Я вам не скажу за всю Одессу...

Истории с Молдованки...

Те, кто вырос на Молдаванке, точно знают, где Цукерберг подсмотрел идею своей соцсети. Здесь вся жизнь проходит на виду, и твой аккаунт заводится с рождения. Все гарантированно увидят, оценят и прокомментируют твои губы уточкой, попу абажуром, новые ногти, кривые ноги, и с кем ты что пила в обеденный перерыв. Все как в ленте - тут тебе и лайки, и перепосты, и хейтеры с троллями, и, разумеется, срач в комментах. Только «Шок! Сенсация! Это взорвало сеть» тогда звучало как «Не, вы это видели?!».
Не надо сгущать краски по поводу показушных фоторепортажей и депрессий за кадром. Ничего не изменилось. Дома ты мог быть каким угодно, но к выходу во двор должен был соответствовать существующему сетевому образу – домашние пятнистые тапочки переодевались на парадные с пушком и каблуком, на бигуди завязывалась лучшая косынка, ну а настоящие иконы стрит-фэшн ходили в гастроном в халате, но всегда с красной помадой и «Красной Москвой».

Суеверия.

Молдаванские суеверия прекрасны и беспощадны в своей первобытной логике. В нашем детстве их был миллион. Запрещенные слова - это не «поц» и не «говно». Ни один здравомыслящий человек в жизни не произносил соседям слово «куда?». Можно было получить в карму палкой для белья. Потому что «закудыкиваешь дорогу». Дворовой этикет предполагал изящное «и где Вы идете на ночь глядя?»

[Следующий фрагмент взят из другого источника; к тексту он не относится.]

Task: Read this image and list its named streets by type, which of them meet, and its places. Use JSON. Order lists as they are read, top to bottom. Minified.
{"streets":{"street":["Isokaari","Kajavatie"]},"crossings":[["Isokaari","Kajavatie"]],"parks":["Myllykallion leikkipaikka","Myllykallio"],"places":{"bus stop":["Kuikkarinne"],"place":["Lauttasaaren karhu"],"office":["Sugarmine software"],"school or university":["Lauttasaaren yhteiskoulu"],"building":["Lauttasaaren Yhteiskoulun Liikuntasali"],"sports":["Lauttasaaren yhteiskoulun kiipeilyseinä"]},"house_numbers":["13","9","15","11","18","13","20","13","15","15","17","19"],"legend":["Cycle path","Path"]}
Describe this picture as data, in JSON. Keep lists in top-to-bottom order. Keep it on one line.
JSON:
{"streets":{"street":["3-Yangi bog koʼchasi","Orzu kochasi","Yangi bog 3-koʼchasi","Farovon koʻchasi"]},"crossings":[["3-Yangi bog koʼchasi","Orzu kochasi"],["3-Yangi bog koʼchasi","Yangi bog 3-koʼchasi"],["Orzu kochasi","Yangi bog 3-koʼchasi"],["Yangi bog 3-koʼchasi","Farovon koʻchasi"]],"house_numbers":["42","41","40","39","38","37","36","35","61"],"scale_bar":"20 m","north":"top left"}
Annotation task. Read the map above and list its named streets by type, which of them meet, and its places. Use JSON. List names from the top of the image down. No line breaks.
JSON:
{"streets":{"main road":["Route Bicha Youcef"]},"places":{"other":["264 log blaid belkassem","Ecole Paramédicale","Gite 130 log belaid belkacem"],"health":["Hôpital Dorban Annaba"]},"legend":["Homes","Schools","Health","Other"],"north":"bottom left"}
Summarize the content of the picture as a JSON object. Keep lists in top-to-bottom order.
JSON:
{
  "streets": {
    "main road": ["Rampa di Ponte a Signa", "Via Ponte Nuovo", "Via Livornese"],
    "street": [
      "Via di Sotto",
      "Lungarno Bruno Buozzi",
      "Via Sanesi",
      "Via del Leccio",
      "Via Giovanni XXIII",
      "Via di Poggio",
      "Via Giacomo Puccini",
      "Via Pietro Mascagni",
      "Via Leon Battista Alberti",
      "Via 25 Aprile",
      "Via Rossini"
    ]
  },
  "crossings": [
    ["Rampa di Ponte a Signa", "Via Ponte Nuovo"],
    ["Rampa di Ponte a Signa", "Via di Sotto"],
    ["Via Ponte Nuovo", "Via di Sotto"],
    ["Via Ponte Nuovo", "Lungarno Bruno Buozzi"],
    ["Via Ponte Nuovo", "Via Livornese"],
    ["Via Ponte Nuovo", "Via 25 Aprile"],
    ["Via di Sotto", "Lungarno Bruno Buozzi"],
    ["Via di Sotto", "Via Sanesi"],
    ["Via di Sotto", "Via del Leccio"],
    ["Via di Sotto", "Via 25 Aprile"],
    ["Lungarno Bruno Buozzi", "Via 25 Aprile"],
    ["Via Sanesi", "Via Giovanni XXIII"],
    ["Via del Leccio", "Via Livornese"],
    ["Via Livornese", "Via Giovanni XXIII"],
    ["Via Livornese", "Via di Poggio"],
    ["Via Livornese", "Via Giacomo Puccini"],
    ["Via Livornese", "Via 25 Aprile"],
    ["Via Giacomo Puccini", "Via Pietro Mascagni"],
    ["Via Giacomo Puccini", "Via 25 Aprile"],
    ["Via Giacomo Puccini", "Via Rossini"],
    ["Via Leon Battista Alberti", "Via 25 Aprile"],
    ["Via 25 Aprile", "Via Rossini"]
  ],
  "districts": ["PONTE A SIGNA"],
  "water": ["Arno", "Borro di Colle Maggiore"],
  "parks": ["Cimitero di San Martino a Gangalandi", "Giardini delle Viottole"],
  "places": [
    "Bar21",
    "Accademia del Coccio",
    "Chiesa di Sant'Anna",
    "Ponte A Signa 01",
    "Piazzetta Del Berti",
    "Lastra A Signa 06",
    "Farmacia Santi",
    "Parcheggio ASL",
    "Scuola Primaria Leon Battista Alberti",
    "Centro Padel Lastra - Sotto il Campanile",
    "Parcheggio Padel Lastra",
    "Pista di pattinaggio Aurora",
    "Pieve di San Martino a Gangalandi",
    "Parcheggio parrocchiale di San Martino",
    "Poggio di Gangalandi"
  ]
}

С хрестоматийным пустым ведром все было сложнее. Туалет во дворе. Туда даже днем заходить было стремно, поэтому ночью логистика брала верх над эстетикой, и вся семья дружно ходила на горшок. Каждое утро с 5 до 8 со всей галереи, застенчиво покачивая ведрами, спускались жильцы к дворовой выгребной яме. Поход туда – был явно на удачу, а вот обратно… Тетя Валя в сердцах ругала нашего деда:

- Шо, не мог оставить немного, мишигинер?! Мне сегодня в собес, а тут он выперся в 6 утра с пустым ведром...

****
Гости.

Летом на Молдаванке не просто окна и двери настежь. Это еще и нашествие родственников, друзей, знакомых и попутчиков из поезда «Одесса-Москва». Теперь есть букинг, адвизор, апартаменты, гостиницы и пансионы. А в 80-х в каждой квартире было по хостелу. Бесплатному. Капитал на туристах зарабатывали только каталы и соседские пацаны, торговавшие на пляже ворованной кукурузой. Конечно, комнаты у моря с миской и ковшиком для умывания нужной в данный момент части тела сдавали и снимали. Но в нашем пролетарском дворе собственной дачей на Бугазе обладал только райкомовский зять тети Дуси. Правда, вместо отдыха там была пасека и сарай для сна. Туда они и сваливали, спасаясь от многочисленной родни из Черновцов.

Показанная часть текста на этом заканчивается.